- **DESCRIPTION OF THE TASK**: When you reach the line with "Bounding boxes for" in the listing below, transcribe it and each line after it up to and including the line with "List all labels, symbols", exactly and with nothing else.

- **INPUT DATA**:
========
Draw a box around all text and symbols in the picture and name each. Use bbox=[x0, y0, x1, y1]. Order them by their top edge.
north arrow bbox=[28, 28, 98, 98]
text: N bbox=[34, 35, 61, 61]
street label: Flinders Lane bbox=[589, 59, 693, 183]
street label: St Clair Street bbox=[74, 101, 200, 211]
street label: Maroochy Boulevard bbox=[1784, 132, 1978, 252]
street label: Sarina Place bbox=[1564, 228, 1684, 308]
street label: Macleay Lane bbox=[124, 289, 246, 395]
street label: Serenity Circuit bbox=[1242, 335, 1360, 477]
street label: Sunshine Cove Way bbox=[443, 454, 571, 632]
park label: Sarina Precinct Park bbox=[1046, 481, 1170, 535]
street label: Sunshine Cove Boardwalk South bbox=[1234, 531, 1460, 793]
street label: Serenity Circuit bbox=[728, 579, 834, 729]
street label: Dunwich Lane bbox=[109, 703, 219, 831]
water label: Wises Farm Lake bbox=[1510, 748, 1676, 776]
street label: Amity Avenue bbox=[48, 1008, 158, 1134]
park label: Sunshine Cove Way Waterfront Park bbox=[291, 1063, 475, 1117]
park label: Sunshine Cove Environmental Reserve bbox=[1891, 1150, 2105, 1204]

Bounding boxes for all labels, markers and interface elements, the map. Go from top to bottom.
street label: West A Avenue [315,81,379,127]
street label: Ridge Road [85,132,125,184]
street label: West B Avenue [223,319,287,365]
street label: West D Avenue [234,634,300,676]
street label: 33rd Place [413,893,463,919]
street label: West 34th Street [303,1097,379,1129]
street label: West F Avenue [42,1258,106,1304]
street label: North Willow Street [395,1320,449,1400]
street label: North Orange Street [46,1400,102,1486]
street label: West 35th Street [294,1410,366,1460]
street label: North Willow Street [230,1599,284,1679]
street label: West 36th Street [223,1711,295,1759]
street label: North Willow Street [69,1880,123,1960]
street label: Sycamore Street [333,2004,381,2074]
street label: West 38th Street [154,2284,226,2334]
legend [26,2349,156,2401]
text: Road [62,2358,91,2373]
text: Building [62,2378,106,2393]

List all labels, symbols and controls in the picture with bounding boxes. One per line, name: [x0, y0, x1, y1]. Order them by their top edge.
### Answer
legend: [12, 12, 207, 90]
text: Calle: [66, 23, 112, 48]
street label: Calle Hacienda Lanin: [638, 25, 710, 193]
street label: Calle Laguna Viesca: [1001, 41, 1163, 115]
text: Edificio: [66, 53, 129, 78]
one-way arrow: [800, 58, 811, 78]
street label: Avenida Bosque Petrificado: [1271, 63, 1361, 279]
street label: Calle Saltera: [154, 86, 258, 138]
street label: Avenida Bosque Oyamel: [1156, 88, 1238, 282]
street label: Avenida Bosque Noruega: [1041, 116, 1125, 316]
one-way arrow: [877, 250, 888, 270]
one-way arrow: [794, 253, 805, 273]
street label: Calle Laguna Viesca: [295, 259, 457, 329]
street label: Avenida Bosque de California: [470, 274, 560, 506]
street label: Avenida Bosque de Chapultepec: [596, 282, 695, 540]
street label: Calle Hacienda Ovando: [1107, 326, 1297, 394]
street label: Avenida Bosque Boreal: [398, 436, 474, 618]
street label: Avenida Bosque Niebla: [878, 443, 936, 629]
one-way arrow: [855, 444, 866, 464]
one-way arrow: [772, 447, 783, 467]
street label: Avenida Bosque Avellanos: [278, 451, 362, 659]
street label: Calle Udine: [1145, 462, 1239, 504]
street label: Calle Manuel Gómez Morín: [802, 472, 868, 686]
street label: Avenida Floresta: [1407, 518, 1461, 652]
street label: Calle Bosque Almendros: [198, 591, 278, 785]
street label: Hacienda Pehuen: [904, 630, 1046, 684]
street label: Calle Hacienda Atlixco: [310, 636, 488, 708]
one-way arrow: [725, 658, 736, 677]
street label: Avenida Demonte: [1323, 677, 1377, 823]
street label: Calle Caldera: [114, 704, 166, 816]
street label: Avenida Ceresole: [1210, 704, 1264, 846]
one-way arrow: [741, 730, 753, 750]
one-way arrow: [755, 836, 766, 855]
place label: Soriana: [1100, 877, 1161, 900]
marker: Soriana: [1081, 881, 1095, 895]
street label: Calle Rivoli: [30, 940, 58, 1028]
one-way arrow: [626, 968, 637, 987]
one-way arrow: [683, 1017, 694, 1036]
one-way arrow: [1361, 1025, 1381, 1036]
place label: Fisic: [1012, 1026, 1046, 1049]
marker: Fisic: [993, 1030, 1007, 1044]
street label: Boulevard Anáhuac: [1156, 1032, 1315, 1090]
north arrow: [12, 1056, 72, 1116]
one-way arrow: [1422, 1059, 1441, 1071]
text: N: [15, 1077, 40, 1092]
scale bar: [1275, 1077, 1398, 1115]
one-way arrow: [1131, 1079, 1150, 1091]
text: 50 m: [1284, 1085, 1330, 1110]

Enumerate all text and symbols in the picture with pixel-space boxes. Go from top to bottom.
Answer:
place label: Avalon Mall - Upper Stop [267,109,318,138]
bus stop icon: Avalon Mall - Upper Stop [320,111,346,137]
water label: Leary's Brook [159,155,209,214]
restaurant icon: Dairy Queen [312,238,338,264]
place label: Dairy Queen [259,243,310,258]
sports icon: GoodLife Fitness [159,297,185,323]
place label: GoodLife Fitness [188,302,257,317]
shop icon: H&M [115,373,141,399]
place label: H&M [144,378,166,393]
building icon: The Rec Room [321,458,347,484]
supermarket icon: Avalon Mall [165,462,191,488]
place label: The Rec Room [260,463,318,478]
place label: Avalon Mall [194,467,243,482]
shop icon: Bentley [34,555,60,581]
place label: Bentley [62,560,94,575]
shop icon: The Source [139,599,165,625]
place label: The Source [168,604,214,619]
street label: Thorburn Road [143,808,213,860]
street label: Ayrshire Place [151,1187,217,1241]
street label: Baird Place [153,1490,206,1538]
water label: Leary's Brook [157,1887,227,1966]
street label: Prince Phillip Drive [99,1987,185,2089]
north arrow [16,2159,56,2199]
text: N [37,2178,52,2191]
========
- **EXERCISE SOLUTION**:
Bounding boxes for all labels, markers and interface elements, the map. Go from top to bottom.
street label: West A Avenue [315,81,379,127]
street label: Ridge Road [85,132,125,184]
street label: West B Avenue [223,319,287,365]
street label: West D Avenue [234,634,300,676]
street label: 33rd Place [413,893,463,919]
street label: West 34th Street [303,1097,379,1129]
street label: West F Avenue [42,1258,106,1304]
street label: North Willow Street [395,1320,449,1400]
street label: North Orange Street [46,1400,102,1486]
street label: West 35th Street [294,1410,366,1460]
street label: North Willow Street [230,1599,284,1679]
street label: West 36th Street [223,1711,295,1759]
street label: North Willow Street [69,1880,123,1960]
street label: Sycamore Street [333,2004,381,2074]
street label: West 38th Street [154,2284,226,2334]
legend [26,2349,156,2401]
text: Road [62,2358,91,2373]
text: Building [62,2378,106,2393]

List all labels, symbols and controls in the picture with bounding boxes. One per line, name: [x0, y0, x1, y1]. Order them by their top edge.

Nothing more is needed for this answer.